Thursday, April 30, 2009

No more hedging orders NFA – Changing the forex strategy landscape

Everyone is talking about it! No more hedging on the same currency pair if you are using US-based brokers. The National Futures Association will be enforcing a Rule 2-43b that prevents a long and short being taken on the same currency pair at the same time with effect from 15 May 2009.

The reason given is that it is disadvantageous for a trader to be using such a strategy which incur costs (spread from long and spread from short) and these strategies are detrimental to trading. So for the sake of traders, brokers are not allowed to have hedging of the same currency pair.

So if you have a long order, and then issue a short order, your long will be closed, leaving your short order in place. You cannot have opposing trade orders in the same account for the same currency pairs.

If you must do it, open a different account, with one account doing long trades and another account doing short trades!

Implications for EAs are great. They have to be re-written. If the strategy has no changes, you need to split the strategy into two to be handled by two different accounts. How troublesome.

What about pending orders that are opposing? What if you have ensured that the orders are not triggered at the same time or ensuring that one is a market order and the other is always a pending opposing order. I posed that question to IBFX and their reply was “they don’t know the answer yet”.

Yes, it is going to be tricky if they don’t even allow opposing orders that consist of pending orders. A lot of other strategies has to be re-written. For example a Stop and Reverse strategy must really have the losing order “stopped” first before triggering a “reverse” order. And one must be careful to code in the spreads as well. A lot of precision and thinking now. No more sloppy strategy coding.

Thursday, April 23, 2009

Automated Trading Championship - My 2008 Experiences

The reason why I can write so much on MetaQuotes' s Automated Trading Championship is because I was a participant in 2008. Everything was new for me, and the mad rush to understand the rules and then coding an expert advisor, discovering the intolerances of all sorts of errors, and finally dishing out a half-baked EA that got stuck in the early part of the competition.

I coded an EA based on a weekly strategy, and risked on the higher side for the lot volume so that the EA can get ahead. The currency pair traded was EURUSD. I have always wanted to do a multi-currency pairs EA but just could not find the time for it.

One week after the competition started, EURUSD threw up a more than 100 pips gap over the weeks, and my EA was "lost" simply because I did not handle the big gap.



But on the whole it traded very little but managed to get a profit of $1451, ranked at 95 out of 705. Nothing to be proud of especially over such a small gain. But then, it did give a nice feeling that I managed to be the few who could maintain the equity and gained some profit.







More importantly, it made at least 5 trades which was a competition requirement. But I guess it does not matter because the true performance of the EA has been marred by its inactivity for many weeks, and so it is not reflective of its capability or incapability.

Wednesday, April 8, 2009

Automated Trading Championship – Why Join?

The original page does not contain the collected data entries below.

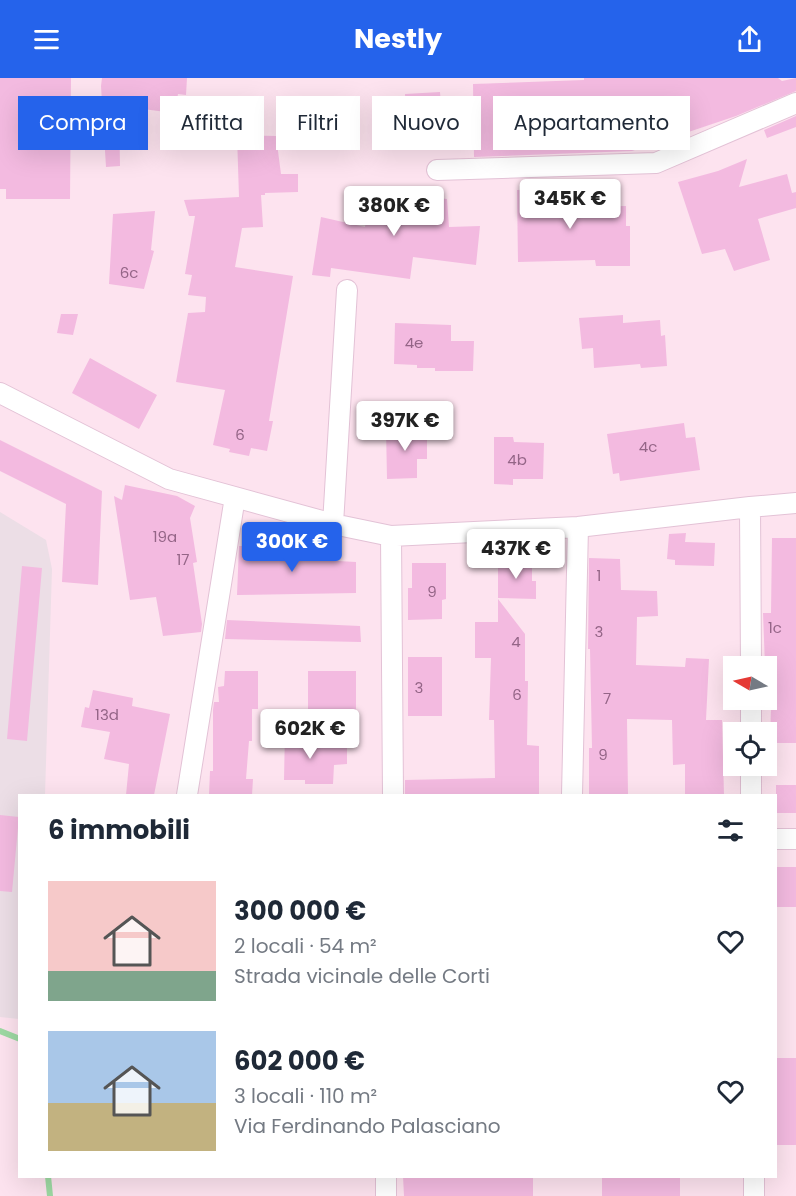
<!DOCTYPE html>
<html lang="it">
<meta charset="utf-8">
<style>
body{margin:0;font-family:Poppins,sans-serif;background:#f6f6f7;color:#1f2937;height:100vh;display:flex;flex-direction:column;font-size:22px;white-space:nowrap}
*{box-sizing:border-box;margin:0}
p{font-size:20px;color:#747a83}
.icon{flex:none;width:33px;height:33px;fill:none;stroke:currentColor;stroke-width:2;stroke-linecap:round;stroke-linejoin:round}
.map{position:relative;flex:1;overflow:hidden}
.drawer{position:absolute;left:18px;top:716px;width:759px;height:384px;display:flex;flex-direction:column;background:#fff;border-radius:0px;box-shadow:0 6px 24px #0002}
.drawer>*{flex:none}
.hud{position:absolute;left:18px;top:18px;width:760px;height:54px;display:flex;gap:12px}
.needle{width:39px;rotate:279deg}
.fabs{position:absolute;left:723px;top:578px;display:grid;gap:12px}
.fabs a{display:grid;place-items:center;width:54px;height:54px;border-radius:0px;background:#fff;box-shadow:0 6px 24px #0002;font-size:30px}
.price{position:absolute;translate:-50% -51px;padding:0 14px;border-radius:6px;background:#fff;color:#222;font-size:20px;line-height:39px;filter:drop-shadow(0 2px 3px #0008)}
.price::after{content:'';position:absolute;left:50%;top:36px;width:18px;height:14px;margin-left:-9px;background:inherit;clip-path:polygon(0 0,100% 0,50% 100%)}
.price.on{background:#2563eb;color:#fff}
ul{padding:0;list-style:none}
li{display:flex;align-items:center;gap:18px;height:150px;padding:0 30px}
li span{display:grid;place-items:center;flex:none;width:168px;height:120px;border-radius:0px;color:#555}
li>.icon{margin-inline-start:auto}
span .icon{width:72px;height:72px;fill:#fffc;stroke-width:1}
li b{font-size:26px}
h2{display:flex;justify-content:space-between;align-items:center;height:72px;padding:0 30px;font-size:26px}
.tag{padding:0 21px;border-radius:0px;background:#fff;box-shadow:0 6px 24px #0002;font-size:21px;line-height:54px}
.tag.on{background:#2563eb;color:#fff}
header{display:flex;justify-content:space-between;align-items:center;height:78px;padding:0 30px;background:#2563eb;color:#fff;font-size:27px;font-weight:700}
.map>svg:first-child{display:block}
</style>
<header><svg class="icon" aria-label="menu" viewBox="0 0 24 24"><path d="M4 6h16M4 12h16M4 18h16"/></svg>Nestly<svg class="icon" aria-label="share" viewBox="0 0 24 24"><path d="M12 15V3M7 8l5-5 5 5M5 13v7h14v-7"/></svg></header>
<div class="map">
<svg width="796" height="1118" viewBox="0 0 796 1118">
<rect width="100%" height="100%" fill="#fde3ef"/>
<!-- industrial -->
<path fill="#ecdee6" d="M0,434L46,462L52,491L45,717H20L19,941L0,939Z"/>
<g fill="none" stroke-linecap="round" stroke-linejoin="round">
<!-- stream -->
<path stroke="#9dd9a3" stroke-width="6" d="M0,953L20,961
M48,1098L50,1118"/>
</g>
<!-- building -->
<path fill="#f3bae0" d="M0,0H71L70,121H6V111H0Z
M102,0H187L186,17L178,16L176,28L168,26L166,34L143,31H119L120,88L106,89L101,8Z
M584,0H778L782,3L796,0V13L736,38L632,73L474,79L473,6L584,2Z
M440,14L443,53L407,55L405,16Z
M335,21L337,41L330,42V54L293,56L291,24Z
M796,38V49L767,60L764,52Z
M237,57L276,58L281,96H298V114L265,115V117H261L263,149L242,150L235,189L293,198L269,343H273L267,373L251,370L249,378L229,374L230,371L213,367L225,312L176,304L188,235L205,234L206,219L188,217L192,197L185,196L195,138H189L184,122L239,119Z
M747,81L739,109L787,96L792,115L796,114V130L758,141L770,182L734,193L725,171L702,176L678,104L718,93Z
M370,111L447,121L449,149L480,148L476,187L413,179L410,201L331,190L330,199L312,197L321,139L365,149Z
M576,111L577,129L626,128V148H630V188H596L595,182L518,184L517,112Z
M155,133L151,172L154,173L144,211L109,206L113,136Z
M61,236H78L73,257L57,255Z
M623,237V245L660,242L661,258L665,257L667,288L641,290L640,286L594,290L593,270L582,271L579,240Z
M395,245L451,247V263H474L473,293H435V290H417V287L394,286Z
M90,280L157,317L139,351L72,315Z
M684,345L686,360L695,359L700,392L620,403L619,395L613,396L607,356Z
M386,350H427V381H417V400L387,401Z
M494,359H513L514,364L544,365L543,401H513V407L494,406Z
M0,362L102,413L98,507L62,504L66,426L0,393Z
M125,407L177,418L195,428L190,440L197,484L193,485L202,546L201,554L163,558L156,519L130,522L114,418L122,422Z
M686,455L685,464L715,465L714,488L675,487V482L667,481L669,456Z
M772,460H796V665H770L772,592L766,591V588H765L763,535H771Z
M239,468L294,469V474H321L320,482L356,484V515L237,517Z
M589,480L620,481L621,512L657,513L658,538L637,539L636,587L685,589L686,580L709,581L706,642H722L724,717H685V686L673,687L672,642L627,641L628,717H589V670H592L590,571H588Z
M498,482H532V503H536V521L498,520Z
M412,485H446V521L442,522V541L408,542V510H412Z
M22,488L42,490L27,663L7,661Z
M498,521L525,556V603H528L527,667L539,668V717H405V702L495,700L494,642H489L491,580H475V544H498Z
M227,542L360,548L361,564L225,561Z
M408,579H442V638H408Z
M225,593H258V631H252V663H249L246,701H253L252,717H209L210,693H213V632L214,624H219L218,609L224,608Z
M308,593H356V634H308Z
M93,612L133,620L132,628L170,636L154,717H126L129,686L104,681L110,654L81,649L85,629L89,630Z
M285,652H303L302,669L347,670V686L334,687L333,706H305V702H284Z
M776,707H796V735H776Z
M0,737L19,739L12,814L0,813Z
M776,789H796V829H776Z
M776,980H796V1067H776Z
M403,1098H533V1118H404Z
M602,1098H680V1118H602Z"/>
<g fill="none" stroke-linecap="round" stroke-linejoin="round">
<defs>
<path id="minor" d="M437,92L656,85L796,25
M0,315L169,401L333,446L391,458L578,449L750,429L796,425
M750,429L751,588
M333,446L347,212
M391,458L393,717
M751,621V654
M751,687V717
M187,717L235,419
M572,717L578,449
M776,761H796
M754,1098V1118
M386,1118V1098"/>
</defs>
<!-- minor casing -->
<use href="#minor" stroke="#e3c2d6" stroke-width="22"/>
<!-- minor -->
<use href="#minor" stroke="#fff" stroke-width="20"/>
</g>
<g text-anchor="middle" stroke-width="6" stroke-linejoin="round" paint-order="stroke">
<!-- number labels -->
<g font-size="15" fill="#946587">
<text x="129" y="200">6c</text>
<text x="414" y="270">4e</text>
<text x="240" y="362">6</text>
<text x="648" y="374">4c</text>
<text x="517" y="387">4b</text>
<text x="165" y="464">19a</text>
<text x="183" y="487">17</text>
<text x="599" y="503">1</text>
<text x="432" y="519">9</text>
<text x="775" y="555">1c</text>
<text x="599" y="559">3</text>
<text x="516" y="569">4</text>
<text x="419" y="615">3</text>
<text x="517" y="622">6</text>
<text x="607" y="626">7</text>
<text x="107" y="642">13d</text>
<text x="603" y="682">9</text>
</g>
</g>
</svg>
<div class="fabs">
<a><svg class="needle" viewBox="-14 -14 28 28"><path d="M0-13l5 13h-10z" fill="#e53935"/><path d="M0 13l5-13h-10z" fill="#747a83"/></svg></a>
<a><svg class="icon" aria-label="locate" viewBox="0 0 24 24"><circle cx="12" cy="12" r="6"/><path d="M12 2v4M12 18v4M2 12h4M18 12h4"/></svg></a>
</div>
<b class="price" style="left:570px;top:152px">345K €</b>
<b class="price" style="left:394px;top:159px">380K €</b>
<b class="price" style="left:405px;top:374px">397K €</b>
<b class="price on" style="left:292px;top:495px">300K €</b>
<b class="price" style="left:516px;top:502px">437K €</b>
<b class="price" style="left:310px;top:682px">602K €</b>
<div class="hud">
<a class="tag on">Compra</a>
<a class="tag">Affitta</a>
<a class="tag">Filtri</a>
<a class="tag">Nuovo</a>
<a class="tag">Appartamento</a>
</div>
<section class="drawer">
<h2>6 immobili<svg class="icon" aria-label="filters" viewBox="0 0 24 24"><path d="M4 7h16M4 17h16"/><circle cx="9" cy="7" r="2"/><circle cx="15" cy="17" r="2"/></svg></h2>
<ul>
<li><span style="background:linear-gradient(#f6c9c9 75%,#7fa58c 0)"><svg class="icon" aria-label="home" viewBox="0 0 24 24"><path d="M3 11l9-7 9 7M6 9v11h12V9"/></svg></span><div><b>300 000 €</b><p>2 locali · 54 m²</p><p>Strada vicinale delle Corti</p></div><svg class="icon" aria-label="heart" viewBox="0 0 24 24"><path d="M12 20l-8-8c-3-5 5-10 8-4 3-6 11-1 8 4z"/></svg></li>
<li><span style="background:linear-gradient(#a9c7e8 60%,#c2b280 0)"><svg class="icon" aria-label="home" viewBox="0 0 24 24"><path d="M3 11l9-7 9 7M6 9v11h12V9"/></svg></span><div><b>602 000 €</b><p>3 locali · 110 m²</p><p>Via Ferdinando Palasciano</p></div><svg class="icon" aria-label="heart" viewBox="0 0 24 24"><path d="M12 20l-8-8c-3-5 5-10 8-4 3-6 11-1 8 4z"/></svg></li>
</ul>
</section>
</div>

What are the possible reasons for wanting to participate in ATC? The reasons are many, from the most trivial of just having some fun to potentially finding business opportunities. Let’s discuss some of this.


1. Self-selected MQL4 Olympian


Well, when you are a participant, you country is listed and so are your fellow countrymen. Within that you can have fun to see if you are doing better than them or better still in a small world like us, it looks like an Olympic game. Just think - you cab select yourself to represent your country.


2. Self-disciplined EA


Your EA needs to be efficient in using computing resources and error-free. Even if you have escaped the scrutiny before the competition, you may run into some errors which will disqualify you. Participating will help you build more efficient EAs and force you to discipline your EA and yourself and up the ante.


3. Making new MQL4 friends


Hey you can go around as a participant and drop messages on other participants and they on yours, so hopefully you get to know more like-minded MQL4 freaks.


4. Benchmark your EA


This is a good time with all participants on common ground to pit your EA against others and see how well it performs. It will tell you how good or bad your strategies are. Or maybe it is not the strategies but poor coding. Whatever it is, it will help you to see what kind of EA you have written.


5. Selling your EA.


If your EA show promising results, rest assured that there are many eyes from all over the world who will express interests to purchase your EA.


6. Business opportunities


Or you might get requests by intermediaries who will host your EA as a list of offerings to their customers and earn some bucks in return.


I am sure there are more. If you can think of any, drop me some comments!